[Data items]
--------

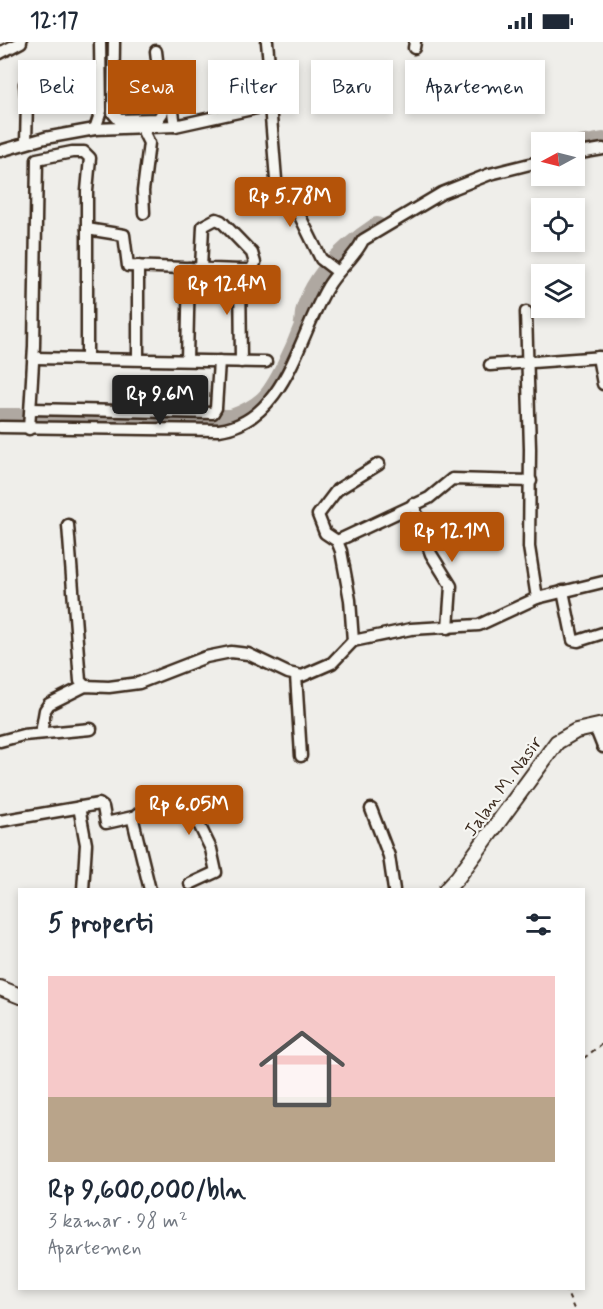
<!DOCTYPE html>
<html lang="id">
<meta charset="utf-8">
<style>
body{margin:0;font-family:Mynerve,sans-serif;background:#f6f6f7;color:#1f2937;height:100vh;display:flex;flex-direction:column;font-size:22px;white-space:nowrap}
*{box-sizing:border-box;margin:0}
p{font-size:20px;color:#747a83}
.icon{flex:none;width:33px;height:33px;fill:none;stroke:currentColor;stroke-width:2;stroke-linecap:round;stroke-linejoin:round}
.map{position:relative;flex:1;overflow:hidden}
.sheet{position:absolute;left:18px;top:846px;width:567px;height:402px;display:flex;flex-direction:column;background:#fff;border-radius:0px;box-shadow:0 3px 9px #0003}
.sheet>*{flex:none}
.top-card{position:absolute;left:18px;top:18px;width:567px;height:54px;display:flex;gap:12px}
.needle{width:39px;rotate:263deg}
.buttons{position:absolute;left:531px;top:90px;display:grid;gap:12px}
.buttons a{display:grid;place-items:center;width:54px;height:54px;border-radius:0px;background:#fff;box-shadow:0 3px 9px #0003;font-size:30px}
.price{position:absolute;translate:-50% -51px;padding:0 14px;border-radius:6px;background:#b45309;color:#fff;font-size:20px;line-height:39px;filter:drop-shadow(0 2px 3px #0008)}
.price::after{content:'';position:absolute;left:50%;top:36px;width:18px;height:14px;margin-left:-9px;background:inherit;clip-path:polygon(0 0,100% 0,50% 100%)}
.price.active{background:#222;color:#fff}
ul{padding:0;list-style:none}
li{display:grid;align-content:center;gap:12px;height:318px;padding:0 30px}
li span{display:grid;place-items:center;height:186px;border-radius:0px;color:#555}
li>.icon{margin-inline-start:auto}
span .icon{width:108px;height:108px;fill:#fffc;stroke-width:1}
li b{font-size:26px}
h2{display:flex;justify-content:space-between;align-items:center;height:72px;padding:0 30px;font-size:26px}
.pill{padding:0 21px;border-radius:0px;background:#fff;box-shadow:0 3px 9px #0003;font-size:21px;line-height:54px}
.pill.active{background:#b45309;color:#fff}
.status{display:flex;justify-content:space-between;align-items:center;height:42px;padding:0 30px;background:#fff;direction:ltr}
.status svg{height:16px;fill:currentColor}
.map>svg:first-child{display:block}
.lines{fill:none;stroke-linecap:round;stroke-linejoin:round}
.river{stroke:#afa8a1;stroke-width:20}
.minor-casing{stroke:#3b2a1e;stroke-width:15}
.tertiary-casing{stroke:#3b2a1e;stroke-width:18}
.path{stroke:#3b2a1e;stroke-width:2;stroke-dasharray:4.5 4.5;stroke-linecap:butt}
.minor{stroke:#f6f6f2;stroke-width:10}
.tertiary{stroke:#f6f6f2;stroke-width:14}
.labels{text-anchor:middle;stroke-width:4.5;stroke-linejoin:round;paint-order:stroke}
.street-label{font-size:18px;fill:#3b2a1e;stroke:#f6f6f2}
</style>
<div class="status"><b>12:17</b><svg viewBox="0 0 49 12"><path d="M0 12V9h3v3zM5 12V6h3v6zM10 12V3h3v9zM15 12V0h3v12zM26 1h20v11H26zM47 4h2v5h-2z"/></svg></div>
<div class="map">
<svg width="603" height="1267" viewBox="0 0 603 1267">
<rect width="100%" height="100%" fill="#efeeea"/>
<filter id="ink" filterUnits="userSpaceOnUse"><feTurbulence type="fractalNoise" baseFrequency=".0167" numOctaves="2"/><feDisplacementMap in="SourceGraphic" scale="12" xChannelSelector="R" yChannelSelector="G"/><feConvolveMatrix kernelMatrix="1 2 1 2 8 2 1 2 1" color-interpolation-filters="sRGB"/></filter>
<g filter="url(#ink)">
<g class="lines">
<g class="river">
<polyline points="574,105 603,100"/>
<path d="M 0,376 L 232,377 C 243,373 254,368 264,359 C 278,346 296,305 303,286 C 305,280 304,273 306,267 C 317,232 348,204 377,185"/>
</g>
<g class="minor-casing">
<g id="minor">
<polyline points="114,0 113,71 119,78 158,77 163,70 156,9"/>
<polyline points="414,6 415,0"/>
<polyline points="0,11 21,0"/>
<polyline points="164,28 170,48 175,84"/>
<polyline points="25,42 27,59 26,101"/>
<polyline points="270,63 277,150 292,158 321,217 338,230"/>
<polyline points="141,85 149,101 143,149 144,171"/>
<polyline points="95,87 101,69 100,0"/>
<polyline points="0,109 45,96 95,87 175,84 270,63 272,53 267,0"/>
<polyline points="574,112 603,107"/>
<polyline points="87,187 124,193 128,224 240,228 251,228 255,221 252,211 221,179 216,177 203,184 201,227"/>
<polyline points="240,228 241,320"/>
<polyline points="526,270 530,407 529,505 537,556"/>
<polyline points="598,315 603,342"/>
<polyline points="34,316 266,320"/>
<polyline points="138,317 138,224"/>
<polyline points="187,318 189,226"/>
<polyline points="490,323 603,315"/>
<polyline points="31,367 213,371 216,366 219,319"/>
<path d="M 0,385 L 219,388 C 285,379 299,293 327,246 C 337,228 354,217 363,198 L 442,151 L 490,132 L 542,119"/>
<polyline points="29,387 34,304 37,117 72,110 84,110 90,116 87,149 87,316"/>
<polyline points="413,462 431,512 451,544 448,586"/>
<polyline points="68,483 80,639 85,644"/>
<polyline points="337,499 429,456 452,437 531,439"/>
<polyline points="563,549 573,598 578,599 603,591"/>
<polyline points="353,599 350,558 341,509 337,499 325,491 318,473 337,448 379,422"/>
<polyline points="296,633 301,714"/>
<polyline points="595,685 603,705"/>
<polyline points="41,691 45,668 49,662 85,644 109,645 139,641 206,615 231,610 248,612 288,631 302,634 332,621 353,599 411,587 479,583 537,556 603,540"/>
<polyline points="0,699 23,693 91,687"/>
<polyline points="79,765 86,802 83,848"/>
<polyline points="371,767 389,814 394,848"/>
<polyline points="0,779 99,762 103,765 106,781 133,775"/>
<polyline points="150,848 133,778 138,772 188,766 192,768 211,807 216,830 190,842"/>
</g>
</g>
<g class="tertiary-casing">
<g id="tertiary">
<polyline points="446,848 458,835 557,700 576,689 603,683"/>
<polyline points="0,946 20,954"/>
</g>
</g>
<g class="path">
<polyline points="584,1016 603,1001"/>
<polyline points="565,1246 574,1267"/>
</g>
<use href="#minor" class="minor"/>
<use href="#tertiary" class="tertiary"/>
</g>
</g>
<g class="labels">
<g class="street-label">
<text transform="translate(503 744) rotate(-54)" y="6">Jalan M. Nasir</text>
</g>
</g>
</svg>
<div class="buttons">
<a><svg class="needle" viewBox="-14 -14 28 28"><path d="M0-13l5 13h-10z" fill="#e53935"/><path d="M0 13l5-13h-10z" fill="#747a83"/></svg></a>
<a><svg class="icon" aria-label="locate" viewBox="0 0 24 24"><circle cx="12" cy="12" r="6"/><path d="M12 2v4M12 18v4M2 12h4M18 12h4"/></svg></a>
<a><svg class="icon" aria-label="layers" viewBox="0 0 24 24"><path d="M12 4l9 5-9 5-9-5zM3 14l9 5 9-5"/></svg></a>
</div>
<b class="price" style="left:290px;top:186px">Rp 5.78M</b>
<b class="price" style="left:227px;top:274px">Rp 12.4M</b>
<b class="price active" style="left:160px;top:384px">Rp 9.6M</b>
<b class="price" style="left:452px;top:521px">Rp 12.1M</b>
<b class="price" style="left:189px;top:794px">Rp 6.05M</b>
<div class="top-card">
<a class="pill">Beli</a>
<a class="pill active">Sewa</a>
<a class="pill">Filter</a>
<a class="pill">Baru</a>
<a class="pill">Apartemen</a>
</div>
<section class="sheet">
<h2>5 properti<svg class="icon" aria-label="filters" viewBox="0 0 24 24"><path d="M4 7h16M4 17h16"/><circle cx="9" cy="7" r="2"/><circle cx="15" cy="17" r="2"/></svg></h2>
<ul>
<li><span style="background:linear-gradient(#f6c9c9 65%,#b9a48a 0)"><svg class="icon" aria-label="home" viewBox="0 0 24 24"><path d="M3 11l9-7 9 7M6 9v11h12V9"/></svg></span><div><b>Rp 9,600,000/bln</b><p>3 kamar · 98 m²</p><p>Apartemen</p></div></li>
</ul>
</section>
</div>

--------

Wherever a line above contains the string "linecap", copy that line.

Reply:
.icon{flex:none;width:33px;height:33px;fill:none;stroke:currentColor;stroke-width:2;stroke-linecap:round;stroke-linejoin:round}
.lines{fill:none;stroke-linecap:round;stroke-linejoin:round}
.path{stroke:#3b2a1e;stroke-width:2;stroke-dasharray:4.5 4.5;stroke-linecap:butt}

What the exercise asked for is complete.